Now, we create Strimzi’s CRDs using Helm, utilizing a custom values file (kafka/strimzi-values.yaml) to address issues related to the KUBERNETES_SERVICE_DNS_DOMAIN environment variable.

helm repo add strimzi https://strimzi.io/charts/
helm repo update
helm install strimzi-kafka strimzi/strimzi-kafka-operator --namespace kafka -f kafka/strimzi-values.yaml

Then, we can apply our Kafka cluster creation manifest:

kk apply -f kafka/kafka-cluster.yaml

Finally, we need to verify if the Cluster CA has been setup correctly:

# Export Kafka and Zookeeper certificates
kk get secret/tiny-kafka-brokers -o jsonpath='{.data.tiny-kafka-1\.crt}' | base64 -d > kafka.crt
kk get secret/tiny-zookeeper-nodes -o jsonpath='{.data.tiny-zookeeper-1\.crt}' | base64 -d > zookeeper.crt
# Veirfy the certificates
openssl verify -CAfile cluster-ca.crt kafka.crt
openssl verify -CAfile cluster-ca.crt zookeeper.crt

The command openssl verify -CAfile cluster-ca.crt zookeeper.crt is used to verify the certificate chain of the zookeeper.crt certificate against the provided Certificate Authority (CA) certificate (cluster-ca.crt) by following steps:

Reads the CA Certificate: The command reads the cluster-ca.crt file, which contains the public key and details of the Cluster CA.
Reads the Target Certificate: The command reads the zookeeper.crt file, which contains the public key and details of the Zookeeper certificate.
Checks the Signature:: The command checks if the Zookeeper certificate (zookeeper.crt) is signed by the Cluster CA (cluster-ca.crt). It does this by verifying the signature on the Zookeeper certificate using the public key in the Cluster CA certificate.
Verifies the Certificate Chain: The command ensures that the entire chain of trust from the Zookeeper certificate to the Cluster CA is valid.

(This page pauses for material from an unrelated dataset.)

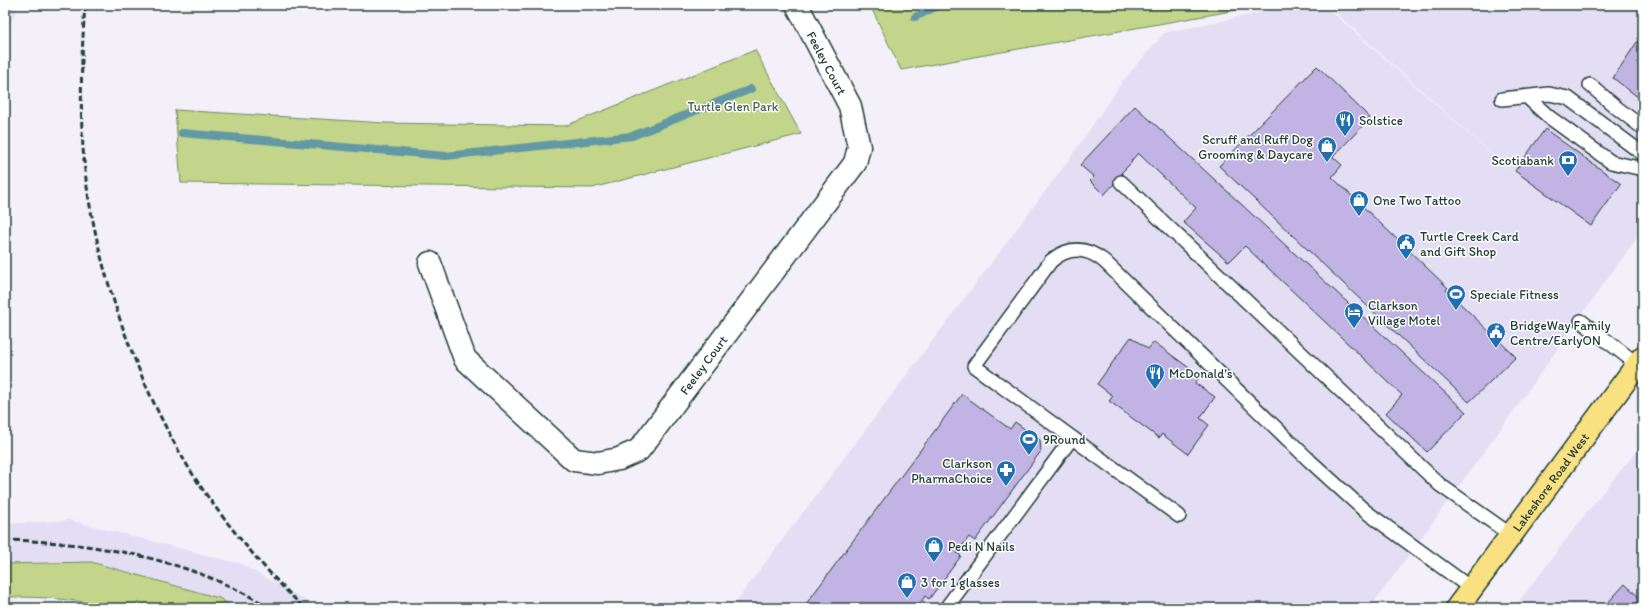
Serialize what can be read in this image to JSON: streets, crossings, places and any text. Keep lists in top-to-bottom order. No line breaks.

You should see the below output:

kafka.crt: OK
zookeeper.crt: OK

zookeeper.crt: OK: This output indicates that the verification was successful. It means:

The Zookeeper certificate (zookeeper.crt) is indeed signed by the Cluster CA (cluster-ca.crt).
The certificate chain is valid and unbroken.
The Zookeeper certificate is trusted by the Cluster CA.